ABSTRACT

Before the late 1960s – the years that function as a watershed in this book – such questions were by the large majority of English and American literary academics thought to be irrelevant or even detrimental to reading and to interpretation. With only a few exceptions, critics had not much use for historical context and even less for politics. In this chapter on literature and politics I will focus on three major modes of political criticism that became a forceful presence in Anglo-American literary studies in the course of the 1970s: Marxism, feminism, and criticism that concerns itself with racial relations. In Marxist criticism social class and class relations function as central instruments of analysis, in feminist criticism the concept of gender is the crucial critical (and political) instrument, while in criticism concerned with racial relations the fundamental category is of course race. I should point out that the 1960s-to-1980s version of these critical approaches, to which I will limit myself in this chapter, are by current standards rather traditional. Literary theory and criticism would go through great changes under the impact of the literary-theoretical upheavals of the later 1970s and the 1980s – of the spectacular rise of poststructuralism.

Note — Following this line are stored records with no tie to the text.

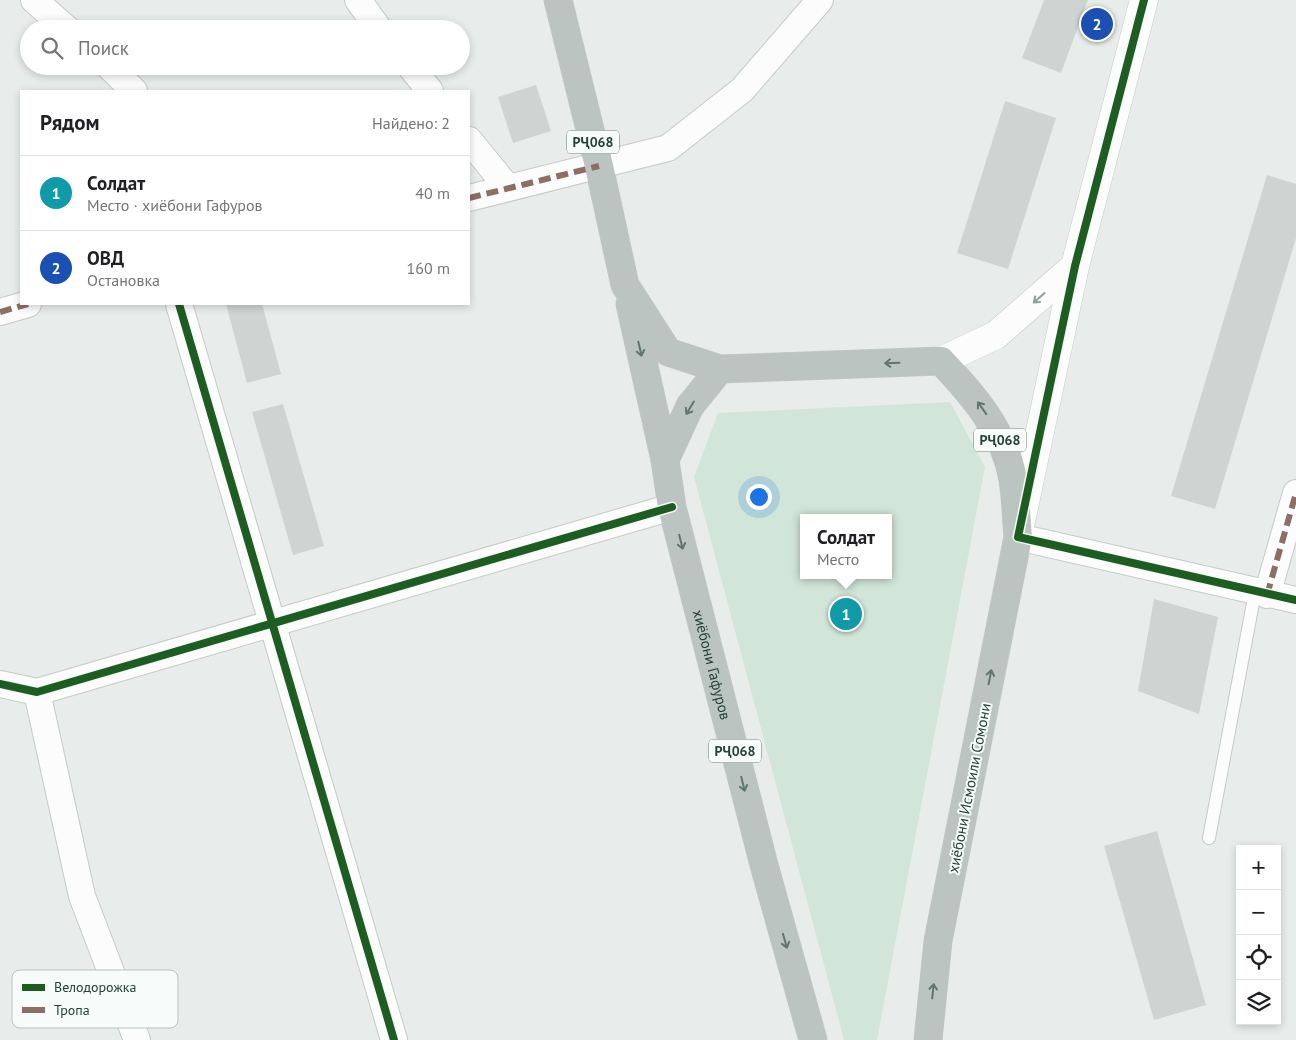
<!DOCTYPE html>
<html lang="ru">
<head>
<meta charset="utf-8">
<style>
	:root { --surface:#fff; --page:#f2f2f2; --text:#202124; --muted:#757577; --line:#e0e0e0; --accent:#b45309 }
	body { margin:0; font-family:"PT Sans",sans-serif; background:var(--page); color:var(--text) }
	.controls { position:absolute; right:15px; bottom:15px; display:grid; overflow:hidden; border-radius:0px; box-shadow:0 2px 8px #0003 }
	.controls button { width:45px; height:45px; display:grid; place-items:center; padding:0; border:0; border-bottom:1px solid var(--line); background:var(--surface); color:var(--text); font:25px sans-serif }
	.you { position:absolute; left:758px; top:496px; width:18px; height:18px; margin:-12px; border:4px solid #fff; border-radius:50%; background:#1a73e8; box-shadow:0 0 0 8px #1a73e833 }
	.badge { display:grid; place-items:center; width:32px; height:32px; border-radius:50%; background:var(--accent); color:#fff; font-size:16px; font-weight:700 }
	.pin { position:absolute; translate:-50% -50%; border:2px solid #fff; box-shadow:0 1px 5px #0006 }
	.popup { position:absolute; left:800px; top:514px; width:92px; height:65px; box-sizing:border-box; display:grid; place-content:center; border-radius:0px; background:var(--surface); filter:drop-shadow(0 1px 4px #0005); font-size:16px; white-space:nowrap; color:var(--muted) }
	.popup b { font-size:19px; color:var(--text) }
	.popup::after { content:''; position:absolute; left:50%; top:100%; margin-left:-10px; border:10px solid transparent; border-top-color:var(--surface) }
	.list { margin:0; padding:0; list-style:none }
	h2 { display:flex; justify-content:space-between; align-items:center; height:65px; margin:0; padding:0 20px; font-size:21px }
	h2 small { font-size:16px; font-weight:400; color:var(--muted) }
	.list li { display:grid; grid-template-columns:32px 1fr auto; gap:15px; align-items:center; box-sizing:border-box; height:75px; padding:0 20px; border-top:1px solid var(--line) }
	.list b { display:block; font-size:19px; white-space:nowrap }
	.list p { margin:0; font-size:16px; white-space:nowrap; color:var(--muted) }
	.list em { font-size:16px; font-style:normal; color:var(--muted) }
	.icon { flex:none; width:28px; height:28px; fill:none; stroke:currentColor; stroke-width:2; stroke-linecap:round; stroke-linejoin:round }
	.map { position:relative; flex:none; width:1296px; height:1040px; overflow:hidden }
	.search { position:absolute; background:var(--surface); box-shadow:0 2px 8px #0003; left:20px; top:20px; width:450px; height:55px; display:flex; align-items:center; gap:12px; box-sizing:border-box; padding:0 18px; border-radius:28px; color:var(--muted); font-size:19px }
	.panel { position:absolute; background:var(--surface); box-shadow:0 2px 8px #0003; left:20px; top:90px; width:450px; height:215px; border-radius:0px }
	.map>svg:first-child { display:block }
	.green { fill:#d1e6d8; fill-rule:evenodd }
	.building { fill:#cfd4d2 }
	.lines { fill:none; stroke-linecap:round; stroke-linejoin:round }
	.lane-casing { stroke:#c5cac8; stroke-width:14 }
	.street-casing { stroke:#c5cac8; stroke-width:28 }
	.secondary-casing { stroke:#c3cbc8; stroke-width:29 }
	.highway-casing { stroke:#c3ccc9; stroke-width:29 }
	.lane { stroke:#fcfcfc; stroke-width:12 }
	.street { stroke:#fcfcfc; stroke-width:26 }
	.secondary { stroke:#fcfcfc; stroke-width:28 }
	.highway { stroke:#bcc4c2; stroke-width:28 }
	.quiet { stroke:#8d6e63; stroke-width:6; stroke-dasharray:12 6; stroke-linecap:butt }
	.cycleway-casing { stroke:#f7fbf9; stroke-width:11 }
	.cycleway { stroke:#1b5e20; stroke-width:8 }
	.oneway { stroke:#909f9b }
	.oneway2 { stroke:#617670 }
	.labels { text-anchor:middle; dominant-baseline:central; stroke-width:4; stroke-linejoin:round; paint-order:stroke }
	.shield { fill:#f7fbf9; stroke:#637a73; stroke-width:1 }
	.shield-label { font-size:14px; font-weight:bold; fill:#24423a }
	.street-label { font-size:15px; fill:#24423a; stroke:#f7fbf9 }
	.key { fill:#f7fbf9; stroke:#b8c4c0; stroke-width:1 }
	.key-label { font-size:14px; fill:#24423a }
</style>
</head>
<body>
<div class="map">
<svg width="1296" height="1040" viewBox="0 0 1296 1040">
	<rect width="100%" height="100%" fill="#e8edeb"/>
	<path class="green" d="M950,402l35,65 -108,573h-33l-150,-563 24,-64zM804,518h84v57h-84z"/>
	<path class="building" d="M1044,0h44l-27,73 -39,-15z
		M536,85l15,46 -38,12 -15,-46z
		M1005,101l51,17 -48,151 -51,-16z
		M1267,175l29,9v54l-81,271 -44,-13z
		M226,304h36l19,70 -34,9z
		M283,404l41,142 -31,9 -41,-143z
		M1154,599l64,18 -19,97 -61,-23z
		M1157,831l49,174 -52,15 -50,-174z"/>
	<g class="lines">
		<defs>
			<path id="lane" d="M1209,838l46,-246"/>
			<path id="street" d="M34,0l33,29
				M358,0l21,29
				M109,66l25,25
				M410,66l20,25
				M469,140l39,48
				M469,198l199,-50 74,-58 78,-90
				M179,304l215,736
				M0,312l28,-8
				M1018,537l278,63
				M1267,595l29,-102
				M0,684l37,8 635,-185
				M37,692l45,204 55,144"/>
			<path id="secondary" d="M941,361l55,-26 79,-69
				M1020,526l55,-260 69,-266"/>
			<g id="highway">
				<path d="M558,0l41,166 26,119 43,67 52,17 221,-8c32,34 64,70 72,119 3,19 3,38 5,57l-80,404 -10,99"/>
				<path id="s1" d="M630,304l35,156 7,47 92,358 49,175"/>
				<path d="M665,460l25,-54 30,-37"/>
			</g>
		</defs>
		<use href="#lane" class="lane-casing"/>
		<use href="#street" class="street-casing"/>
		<use href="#secondary" class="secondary-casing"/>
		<use href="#highway" class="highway-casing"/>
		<use href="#lane" class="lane"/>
		<use href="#street" class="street"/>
		<use href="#secondary" class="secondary"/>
		<use href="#highway" class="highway"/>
		<path class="quiet" d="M469,198l130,-32
			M0,312l28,-8
			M1267,595l29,-102"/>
		<defs>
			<path id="cycleway" d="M1144,0l-69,266 -57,271 278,63
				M179,304l215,736
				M0,684l37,8 635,-185"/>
		</defs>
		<use href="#cycleway" class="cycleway-casing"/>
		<use href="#cycleway" class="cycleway"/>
	</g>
	<defs><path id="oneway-shaft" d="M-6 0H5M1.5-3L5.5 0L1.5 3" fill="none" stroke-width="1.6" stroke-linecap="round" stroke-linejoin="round" transform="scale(1.25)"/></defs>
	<use class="oneway" href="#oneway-shaft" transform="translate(1039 298) rotate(139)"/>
	<g class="oneway2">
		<use href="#oneway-shaft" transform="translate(640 349) rotate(77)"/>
		<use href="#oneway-shaft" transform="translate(892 363) rotate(178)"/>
		<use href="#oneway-shaft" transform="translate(690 408) rotate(121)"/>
		<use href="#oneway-shaft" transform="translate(982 408) rotate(-125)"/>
		<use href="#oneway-shaft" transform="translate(681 542) rotate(76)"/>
		<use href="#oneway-shaft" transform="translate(990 677) rotate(-79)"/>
		<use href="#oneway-shaft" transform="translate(743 784) rotate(76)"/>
		<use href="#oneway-shaft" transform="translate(785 941) rotate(74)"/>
		<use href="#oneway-shaft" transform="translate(933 991) rotate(-84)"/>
	</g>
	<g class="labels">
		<g class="shield">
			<rect x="567" y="130.5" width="52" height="23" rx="4"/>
			<rect x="974" y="428.5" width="52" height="23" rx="4"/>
			<rect x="709" y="739.5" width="52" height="23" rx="4"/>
		</g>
		<g class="shield-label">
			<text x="593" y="142">РҶ068</text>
			<text x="1000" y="440">РҶ068</text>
			<text x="735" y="751">РҶ068</text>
		</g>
		<g class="street-label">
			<text stroke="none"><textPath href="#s1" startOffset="370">хиёбони Гафуров</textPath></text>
			<text transform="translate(969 788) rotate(-79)">хиёбони Исмоили Сомони</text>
		</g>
	</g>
	<rect x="12" y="970" width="166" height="58" rx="8" class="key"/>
	<rect x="22" y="984" width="23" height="7" fill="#1b5e20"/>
	<rect x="22" y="1007" width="23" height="6" fill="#8d6e63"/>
	<g class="key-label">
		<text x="54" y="992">Велодорожка</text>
		<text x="54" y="1015">Тропа</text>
	</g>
</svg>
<div class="controls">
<button>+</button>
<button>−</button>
<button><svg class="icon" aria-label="locate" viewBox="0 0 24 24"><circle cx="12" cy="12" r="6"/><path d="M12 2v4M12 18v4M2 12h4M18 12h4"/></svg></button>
<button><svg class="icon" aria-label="layers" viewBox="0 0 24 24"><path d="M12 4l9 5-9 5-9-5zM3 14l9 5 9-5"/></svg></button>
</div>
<div class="you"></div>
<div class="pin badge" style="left:846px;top:614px;background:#0f9aa8">1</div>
<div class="popup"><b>Солдат</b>Место</div>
<div class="pin badge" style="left:1097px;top:24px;background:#1a4fb4">2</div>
<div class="search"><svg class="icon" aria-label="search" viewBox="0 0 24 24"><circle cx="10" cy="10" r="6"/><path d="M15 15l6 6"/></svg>Поиск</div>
<section class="panel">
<h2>Рядом<small>Найдено: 2</small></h2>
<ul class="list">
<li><span class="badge" style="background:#0f9aa8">1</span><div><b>Солдат</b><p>Место · хиёбони Гафуров</p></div><em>40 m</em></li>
<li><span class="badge" style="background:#1a4fb4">2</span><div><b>ОВД</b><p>Остановка</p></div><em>160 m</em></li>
</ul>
</section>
</div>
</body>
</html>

Still, the fairly traditional character of the Marxism, the feminism, and the race-oriented criticism that I will look at here in no way diminishes their importance: traditional perspectives still play an important and valuable role within the world of literary studies. It must be kept in mind, however, that there are newer versions of these and other critical approaches which have assimilated the poststructuralist thought that I will discuss in the next chapter and which continue political criticism from somewhat different perspectives. For strategic reasons, which will become clear in my discussion of feminism, I will first discuss Marxist literary criticism.